● Dataset entries:
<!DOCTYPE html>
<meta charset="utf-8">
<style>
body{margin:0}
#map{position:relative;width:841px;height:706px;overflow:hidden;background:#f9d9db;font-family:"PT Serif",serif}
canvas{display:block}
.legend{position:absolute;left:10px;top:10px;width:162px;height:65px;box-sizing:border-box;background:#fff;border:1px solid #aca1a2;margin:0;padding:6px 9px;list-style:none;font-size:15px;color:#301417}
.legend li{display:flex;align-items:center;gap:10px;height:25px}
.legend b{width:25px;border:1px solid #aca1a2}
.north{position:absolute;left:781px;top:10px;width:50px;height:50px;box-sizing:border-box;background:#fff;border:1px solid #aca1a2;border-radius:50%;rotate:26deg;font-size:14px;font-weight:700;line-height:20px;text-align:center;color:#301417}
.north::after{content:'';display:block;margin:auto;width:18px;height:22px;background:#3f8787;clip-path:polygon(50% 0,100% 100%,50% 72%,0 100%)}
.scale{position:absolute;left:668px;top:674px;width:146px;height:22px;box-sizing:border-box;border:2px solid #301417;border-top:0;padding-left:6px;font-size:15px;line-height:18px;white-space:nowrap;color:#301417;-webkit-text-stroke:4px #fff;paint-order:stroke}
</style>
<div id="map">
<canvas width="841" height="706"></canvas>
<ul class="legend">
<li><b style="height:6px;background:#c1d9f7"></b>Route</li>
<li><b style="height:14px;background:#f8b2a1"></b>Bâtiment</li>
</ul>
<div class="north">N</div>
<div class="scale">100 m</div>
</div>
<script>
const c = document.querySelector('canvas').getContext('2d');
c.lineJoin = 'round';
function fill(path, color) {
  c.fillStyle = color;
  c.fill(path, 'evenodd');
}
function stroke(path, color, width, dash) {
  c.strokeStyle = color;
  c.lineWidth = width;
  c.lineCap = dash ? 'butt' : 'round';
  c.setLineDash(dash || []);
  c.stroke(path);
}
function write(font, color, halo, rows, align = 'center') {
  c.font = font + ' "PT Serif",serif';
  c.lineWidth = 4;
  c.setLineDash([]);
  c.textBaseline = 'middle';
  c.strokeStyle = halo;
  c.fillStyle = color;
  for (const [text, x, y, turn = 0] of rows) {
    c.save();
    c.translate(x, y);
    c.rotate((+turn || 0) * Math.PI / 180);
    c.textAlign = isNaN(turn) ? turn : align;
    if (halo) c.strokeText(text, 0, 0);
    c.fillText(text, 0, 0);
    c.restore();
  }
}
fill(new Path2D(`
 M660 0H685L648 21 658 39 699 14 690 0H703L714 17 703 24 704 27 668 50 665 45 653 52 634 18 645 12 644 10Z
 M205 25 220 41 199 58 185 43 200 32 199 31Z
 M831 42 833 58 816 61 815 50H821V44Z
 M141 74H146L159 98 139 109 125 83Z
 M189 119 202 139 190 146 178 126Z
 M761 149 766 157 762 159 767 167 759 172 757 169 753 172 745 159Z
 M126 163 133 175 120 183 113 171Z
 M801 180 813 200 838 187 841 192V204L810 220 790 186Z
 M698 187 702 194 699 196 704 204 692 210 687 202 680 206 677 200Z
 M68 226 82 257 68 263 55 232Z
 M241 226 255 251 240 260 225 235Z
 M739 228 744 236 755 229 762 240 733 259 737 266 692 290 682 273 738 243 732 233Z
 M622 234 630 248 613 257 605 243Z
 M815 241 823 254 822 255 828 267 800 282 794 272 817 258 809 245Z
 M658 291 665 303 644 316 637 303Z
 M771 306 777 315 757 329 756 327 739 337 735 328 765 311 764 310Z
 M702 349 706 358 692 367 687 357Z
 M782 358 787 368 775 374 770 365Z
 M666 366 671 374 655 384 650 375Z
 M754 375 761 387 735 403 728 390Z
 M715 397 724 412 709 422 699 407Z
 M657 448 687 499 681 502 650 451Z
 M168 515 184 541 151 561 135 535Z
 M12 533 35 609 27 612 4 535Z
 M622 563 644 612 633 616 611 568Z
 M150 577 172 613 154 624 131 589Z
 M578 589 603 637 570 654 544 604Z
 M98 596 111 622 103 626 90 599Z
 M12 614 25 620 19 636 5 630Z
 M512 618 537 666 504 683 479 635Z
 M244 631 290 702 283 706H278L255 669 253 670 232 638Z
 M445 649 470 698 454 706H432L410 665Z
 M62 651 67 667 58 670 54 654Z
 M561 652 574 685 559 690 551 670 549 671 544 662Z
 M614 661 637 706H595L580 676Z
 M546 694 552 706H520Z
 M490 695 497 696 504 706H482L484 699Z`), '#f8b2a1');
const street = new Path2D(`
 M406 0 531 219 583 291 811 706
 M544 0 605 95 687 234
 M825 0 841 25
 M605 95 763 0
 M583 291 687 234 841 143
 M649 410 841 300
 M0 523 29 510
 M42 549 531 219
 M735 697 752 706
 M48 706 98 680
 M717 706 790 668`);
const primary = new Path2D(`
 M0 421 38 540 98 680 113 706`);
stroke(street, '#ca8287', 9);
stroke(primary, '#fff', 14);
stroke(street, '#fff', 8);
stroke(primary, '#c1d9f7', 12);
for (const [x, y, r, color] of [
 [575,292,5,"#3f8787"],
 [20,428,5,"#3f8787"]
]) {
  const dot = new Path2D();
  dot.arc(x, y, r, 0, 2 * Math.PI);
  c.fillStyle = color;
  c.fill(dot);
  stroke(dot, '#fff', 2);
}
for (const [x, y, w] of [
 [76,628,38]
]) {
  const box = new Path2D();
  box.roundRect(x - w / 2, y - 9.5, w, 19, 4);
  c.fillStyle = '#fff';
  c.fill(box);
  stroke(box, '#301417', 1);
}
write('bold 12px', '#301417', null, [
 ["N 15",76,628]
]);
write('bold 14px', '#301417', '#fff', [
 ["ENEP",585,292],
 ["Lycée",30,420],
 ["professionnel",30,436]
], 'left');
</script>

● Aim of the exercise:
Your response should be the lines of the entries above that include the string "Serif".

● Written answer:
#map{position:relative;width:841px;height:706px;overflow:hidden;background:#f9d9db;font-family:"PT Serif",serif}
  c.font = font + ' "PT Serif",serif';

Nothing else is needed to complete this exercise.